Taki mamy klimat
Adam Nawałka po mundialu żegna się z pracą trenera reprezentacji Polski
Ze słów prezesa PZPN Zbigniewa Bońka wynika, że ciąg dalszy selekcjonera jak najbardziej sobie wyobrażał, ale nie było ku temu klimatu. Klimat popsuli dziennikarze, dopuszczając się wobec trenera Nawałki niedopuszczalnej krytyki, a nawet, jak się wyraził prezes, szczucia. Nie dysponując merytorycznymi argumentami, dokuczali i wyszydzali, a to były ciosy poniżej pasa. W takiej atmosferze dalsza praca Nawałki była po prostu niemożliwa. Innymi słowy: nowy selekcjoner dostanie od dziennikarzy kredyt zaufania, na co Nawałka nie mógł liczyć. O klimat nienawiści niestety nie dało się już selekcjonera zapytać, bo po udzieleniu odpowiedzi na kilka skierowanych do niego pytań opuścił konferencję.
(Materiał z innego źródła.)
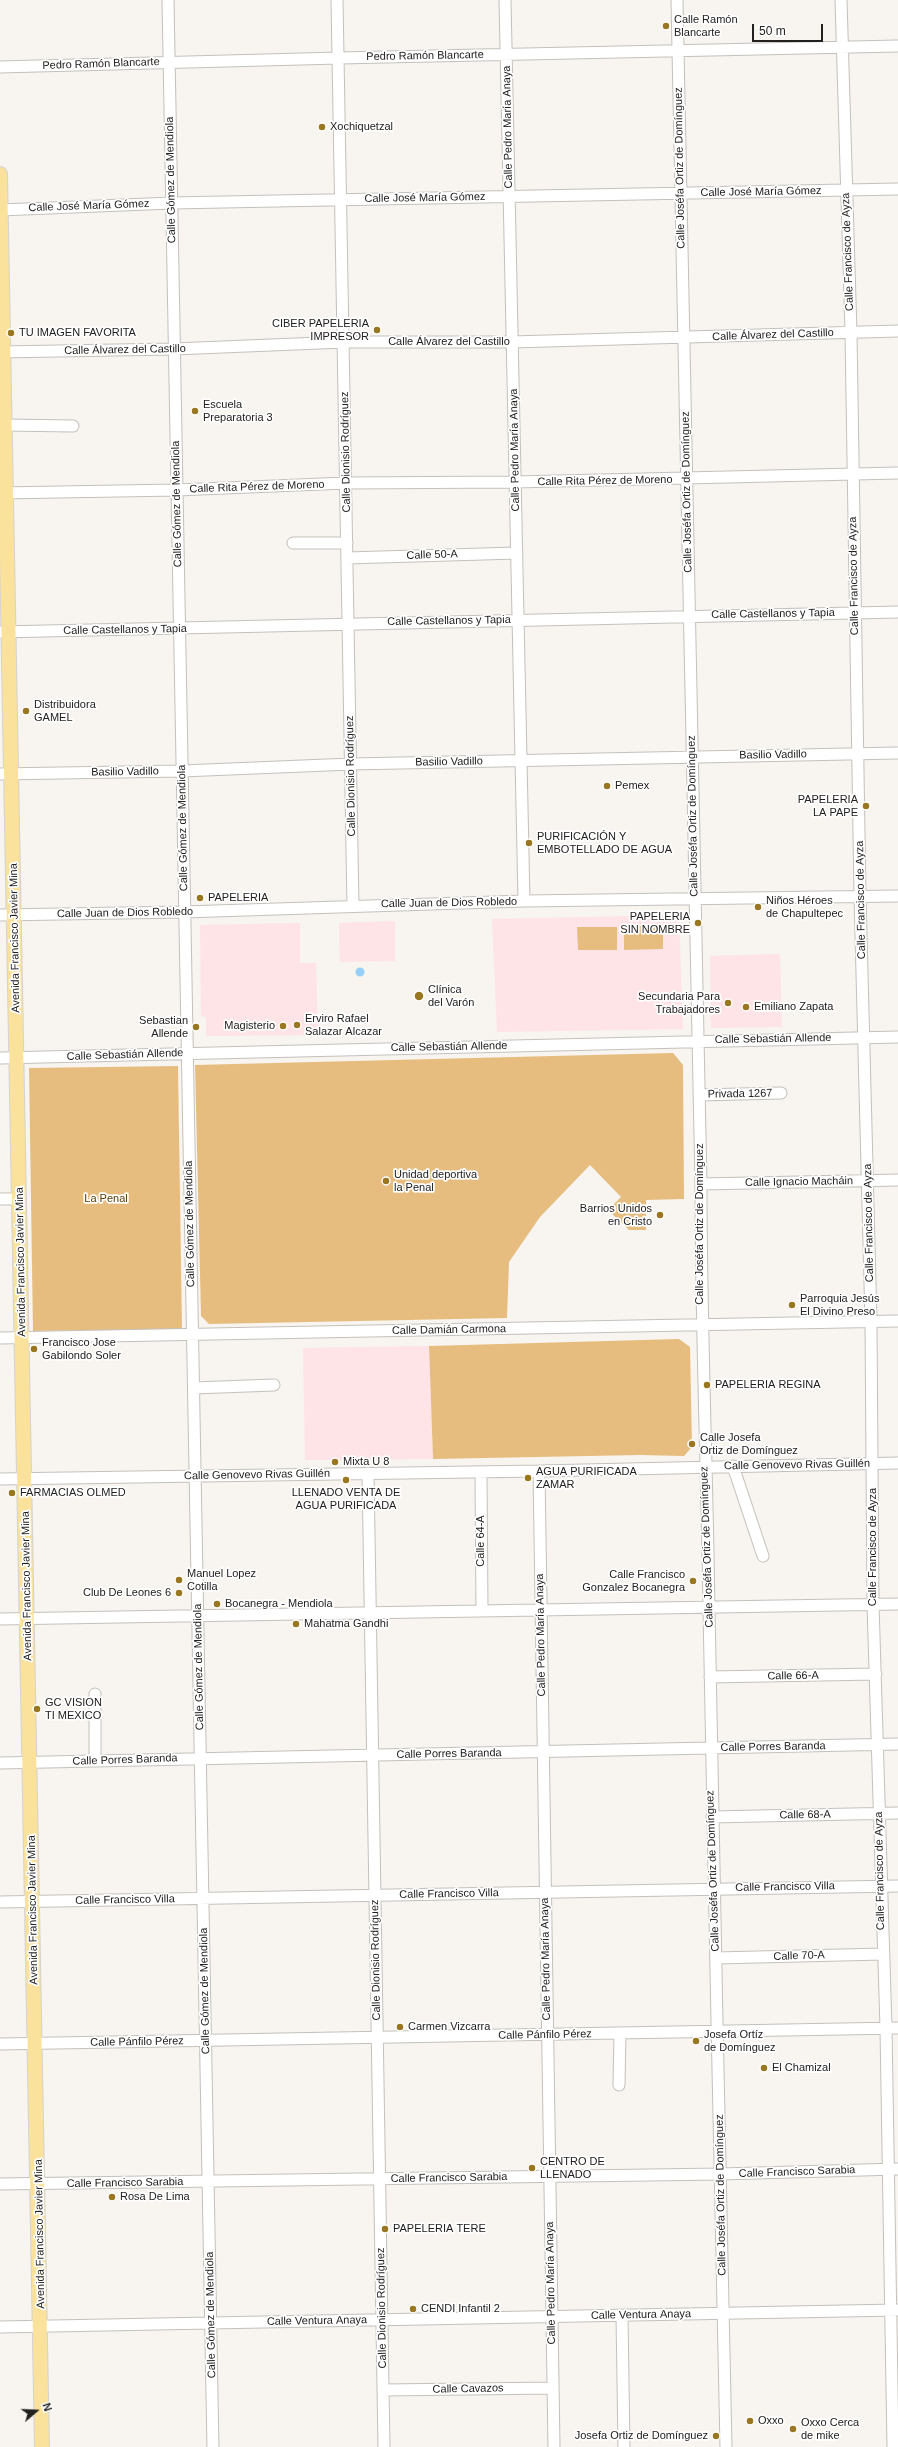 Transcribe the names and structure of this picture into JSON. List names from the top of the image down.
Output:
{
  "streets": {
    "main road": ["Avenida Francisco Javier Mina"],
    "street": [
      "Pedro Ramón Blancarte",
      "Calle Pedro María Anaya",
      "Calle Joséfa Ortiz de Domínguez",
      "Calle Gómez de Mendiola",
      "Calle José María Gómez",
      "Calle Francisco de Ayza",
      "Calle Álvarez del Castillo",
      "Calle Dionisio Rodríguez",
      "Calle Rita Pérez de Moreno",
      "Calle 50-A",
      "Calle Castellanos y Tapia",
      "Basilio Vadillo",
      "Calle Juan de Dios Robledo",
      "Calle Sebastián Allende",
      "Privada 1267",
      "Calle Ignacio Macháin",
      "Calle Damián Carmona",
      "Calle Genovevo Rivas Guillén",
      "Calle 64-A",
      "Calle 66-A",
      "Calle Porres Baranda",
      "Calle 68-A",
      "Calle Francisco Villa",
      "Calle 70-A",
      "Calle Pánfilo Pérez",
      "Calle Francisco Sarabia",
      "Calle Ventura Anaya",
      "Calle Cavazos"
    ]
  },
  "crossings": [
    ["Pedro Ramón Blancarte", "Calle Pedro María Anaya"],
    ["Pedro Ramón Blancarte", "Calle Joséfa Ortiz de Domínguez"],
    ["Pedro Ramón Blancarte", "Calle Gómez de Mendiola"],
    ["Pedro Ramón Blancarte", "Calle Francisco de Ayza"],
    ["Pedro Ramón Blancarte", "Calle Dionisio Rodríguez"],
    ["Calle Pedro María Anaya", "Calle José María Gómez"],
    ["Calle Pedro María Anaya", "Calle Álvarez del Castillo"],
    ["Calle Pedro María Anaya", "Calle Rita Pérez de Moreno"],
    ["Calle Pedro María Anaya", "Calle 50-A"],
    ["Calle Pedro María Anaya", "Calle Castellanos y Tapia"],
    ["Calle Pedro María Anaya", "Basilio Vadillo"],
    ["Calle Pedro María Anaya", "Calle Juan de Dios Robledo"],
    ["Calle Pedro María Anaya", "Calle Genovevo Rivas Guillén"],
    ["Calle Pedro María Anaya", "Calle Porres Baranda"],
    ["Calle Pedro María Anaya", "Calle Francisco Villa"],
    ["Calle Pedro María Anaya", "Calle Pánfilo Pérez"],
    ["Calle Pedro María Anaya", "Calle Francisco Sarabia"],
    ["Calle Pedro María Anaya", "Calle Ventura Anaya"],
    ["Calle Pedro María Anaya", "Calle Cavazos"],
    ["Calle Joséfa Ortiz de Domínguez", "Calle José María Gómez"],
    ["Calle Joséfa Ortiz de Domínguez", "Calle Álvarez del Castillo"],
    ["Calle Joséfa Ortiz de Domínguez", "Calle Rita Pérez de Moreno"],
    ["Calle Joséfa Ortiz de Domínguez", "Calle Castellanos y Tapia"],
    ["Calle Joséfa Ortiz de Domínguez", "Basilio Vadillo"],
    ["Calle Joséfa Ortiz de Domínguez", "Calle Juan de Dios Robledo"],
    ["Calle Joséfa Ortiz de Domínguez", "Calle Sebastián Allende"],
    ["Calle Joséfa Ortiz de Domínguez", "Privada 1267"],
    ["Calle Joséfa Ortiz de Domínguez", "Calle Ignacio Macháin"],
    ["Calle Joséfa Ortiz de Domínguez", "Calle Damián Carmona"],
    ["Calle Joséfa Ortiz de Domínguez", "Calle Genovevo Rivas Guillén"],
    ["Calle Joséfa Ortiz de Domínguez", "Calle 66-A"],
    ["Calle Joséfa Ortiz de Domínguez", "Calle Porres Baranda"],
    ["Calle Joséfa Ortiz de Domínguez", "Calle 68-A"],
    ["Calle Joséfa Ortiz de Domínguez", "Calle Francisco Villa"],
    ["Calle Joséfa Ortiz de Domínguez", "Calle 70-A"],
    ["Calle Joséfa Ortiz de Domínguez", "Calle Pánfilo Pérez"],
    ["Calle Joséfa Ortiz de Domínguez", "Calle Francisco Sarabia"],
    ["Calle Joséfa Ortiz de Domínguez", "Calle Ventura Anaya"],
    ["Calle Gómez de Mendiola", "Calle José María Gómez"],
    ["Calle Gómez de Mendiola", "Calle Álvarez del Castillo"],
    ["Calle Gómez de Mendiola", "Calle Rita Pérez de Moreno"],
    ["Calle Gómez de Mendiola", "Calle Castellanos y Tapia"],
    ["Calle Gómez de Mendiola", "Basilio Vadillo"],
    ["Calle Gómez de Mendiola", "Calle Juan de Dios Robledo"],
    ["Calle Gómez de Mendiola", "Calle Sebastián Allende"],
    ["Calle Gómez de Mendiola", "Calle Damián Carmona"],
    ["Calle Gómez de Mendiola", "Calle Genovevo Rivas Guillén"],
    ["Calle Gómez de Mendiola", "Calle Porres Baranda"],
    ["Calle Gómez de Mendiola", "Calle Francisco Villa"],
    ["Calle Gómez de Mendiola", "Calle Pánfilo Pérez"],
    ["Calle Gómez de Mendiola", "Calle Francisco Sarabia"],
    ["Calle Gómez de Mendiola", "Calle Ventura Anaya"],
    ["Calle José María Gómez", "Calle Francisco de Ayza"],
    ["Calle José María Gómez", "Calle Dionisio Rodríguez"],
    ["Calle José María Gómez", "Avenida Francisco Javier Mina"],
    ["Calle Francisco de Ayza", "Calle Álvarez del Castillo"],
    ["Calle Francisco de Ayza", "Calle Rita Pérez de Moreno"],
    ["Calle Francisco de Ayza", "Calle Castellanos y Tapia"],
    ["Calle Francisco de Ayza", "Basilio Vadillo"],
    ["Calle Francisco de Ayza", "Calle Juan de Dios Robledo"],
    ["Calle Francisco de Ayza", "Calle Sebastián Allende"],
    ["Calle Francisco de Ayza", "Calle Ignacio Macháin"],
    ["Calle Francisco de Ayza", "Calle Damián Carmona"],
    ["Calle Francisco de Ayza", "Calle Genovevo Rivas Guillén"],
    ["Calle Francisco de Ayza", "Calle 66-A"],
    ["Calle Francisco de Ayza", "Calle Porres Baranda"],
    ["Calle Francisco de Ayza", "Calle 68-A"],
    ["Calle Francisco de Ayza", "Calle Francisco Villa"],
    ["Calle Francisco de Ayza", "Calle 70-A"],
    ["Calle Francisco de Ayza", "Calle Pánfilo Pérez"],
    ["Calle Francisco de Ayza", "Calle Francisco Sarabia"],
    ["Calle Francisco de Ayza", "Calle Ventura Anaya"],
    ["Calle Álvarez del Castillo", "Calle Dionisio Rodríguez"],
    ["Calle Álvarez del Castillo", "Avenida Francisco Javier Mina"],
    ["Calle Dionisio Rodríguez", "Calle Rita Pérez de Moreno"],
    ["Calle Dionisio Rodríguez", "Calle 50-A"],
    ["Calle Dionisio Rodríguez", "Calle Castellanos y Tapia"],
    ["Calle Dionisio Rodríguez", "Basilio Vadillo"],
    ["Calle Dionisio Rodríguez", "Calle Juan de Dios Robledo"],
    ["Calle Dionisio Rodríguez", "Calle Genovevo Rivas Guillén"],
    ["Calle Dionisio Rodríguez", "Calle Porres Baranda"],
    ["Calle Dionisio Rodríguez", "Calle Francisco Villa"],
    ["Calle Dionisio Rodríguez", "Calle Pánfilo Pérez"],
    ["Calle Dionisio Rodríguez", "Calle Francisco Sarabia"],
    ["Calle Dionisio Rodríguez", "Calle Ventura Anaya"],
    ["Calle Dionisio Rodríguez", "Calle Cavazos"],
    ["Calle Rita Pérez de Moreno", "Avenida Francisco Javier Mina"],
    ["Calle Castellanos y Tapia", "Avenida Francisco Javier Mina"],
    ["Basilio Vadillo", "Avenida Francisco Javier Mina"],
    ["Calle Juan de Dios Robledo", "Avenida Francisco Javier Mina"],
    ["Avenida Francisco Javier Mina", "Calle Sebastián Allende"],
    ["Avenida Francisco Javier Mina", "Calle Damián Carmona"],
    ["Avenida Francisco Javier Mina", "Calle Genovevo Rivas Guillén"],
    ["Avenida Francisco Javier Mina", "Calle Porres Baranda"],
    ["Avenida Francisco Javier Mina", "Calle Francisco Villa"],
    ["Avenida Francisco Javier Mina", "Calle Pánfilo Pérez"],
    ["Avenida Francisco Javier Mina", "Calle Francisco Sarabia"],
    ["Avenida Francisco Javier Mina", "Calle Ventura Anaya"],
    ["Calle Genovevo Rivas Guillén", "Calle 64-A"]
  ],
  "parks": ["La Penal"],
  "places": [
    "Calle Ramón Blancarte",
    "Xochiquetzal",
    "CIBER PAPELERIA IMPRESOR",
    "TU IMAGEN FAVORITA",
    "Escuela Preparatoria 3",
    "Distribuidora GAMEL",
    "Pemex",
    "PAPELERIA LA PAPE",
    "PURIFICACIÓN Y EMBOTELLADO DE AGUA",
    "PAPELERIA",
    "Niños Héroes de Chapultepec",
    "PAPELERIA SIN NOMBRE",
    "Clínica del Varón",
    "Secundaria Para Trabajadores",
    "Emiliano Zapata",
    "Erviro Rafael Salazar Alcazar",
    "Magisterio",
    "Sebastian Allende",
    "Unidad deportiva la Penal",
    "Barrios Unidos en Cristo",
    "Parroquia Jesús El Divino Preso",
    "Francisco Jose Gabilondo Soler",
    "PAPELERIA REGINA",
    "Calle Josefa Ortiz de Domínguez",
    "Mixta U 8",
    "AGUA PURIFICADA ZAMAR",
    "LLENADO VENTA DE AGUA PURIFICADA",
    "FARMACIAS OLMED",
    "Manuel Lopez Cotilla",
    "Calle Francisco Gonzalez Bocanegra",
    "Club De Leones 6",
    "Bocanegra - Mendiola",
    "Mahatma Gandhi",
    "GC VISION TI MEXICO",
    "Carmen Vizcarra",
    "Josefa Ortíz de Domínguez",
    "El Chamizal",
    "CENTRO DE LLENADO",
    "Rosa De Lima",
    "PAPELERIA TERE",
    "CENDI Infantil 2",
    "Oxxo",
    "Oxxo Cerca de mike",
    "Josefa Ortiz de Domínguez"
  ],
  "scale_bar": "50 m",
  "north": "right"
}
Czytaj także: Występ Polaków na mundialu to była katastrofa
Bezbłędny występ czy niewłaściwa selekcja i złe przygotowanie piłkarzy?
Tak wygląda ideologia dopasowana do faktu, że selekcjonera Nawałki już nie ma. Oficjalne konferencje prasowe rzadko dostarczają konkretnych odpowiedzi na najbardziej nurtujące pytania. Wbrew temu, co mówił prezes Boniek, merytoryczna krytyka miała miejsce i nawet w paru punktach pokryła się z wnioskami przedstawionymi przez trenera na konferencji. Przede wszystkim: błąd w wyborze pierwszego składu na mecz z Senegalem, niewłaściwi ludzie w niewłaściwych rolach.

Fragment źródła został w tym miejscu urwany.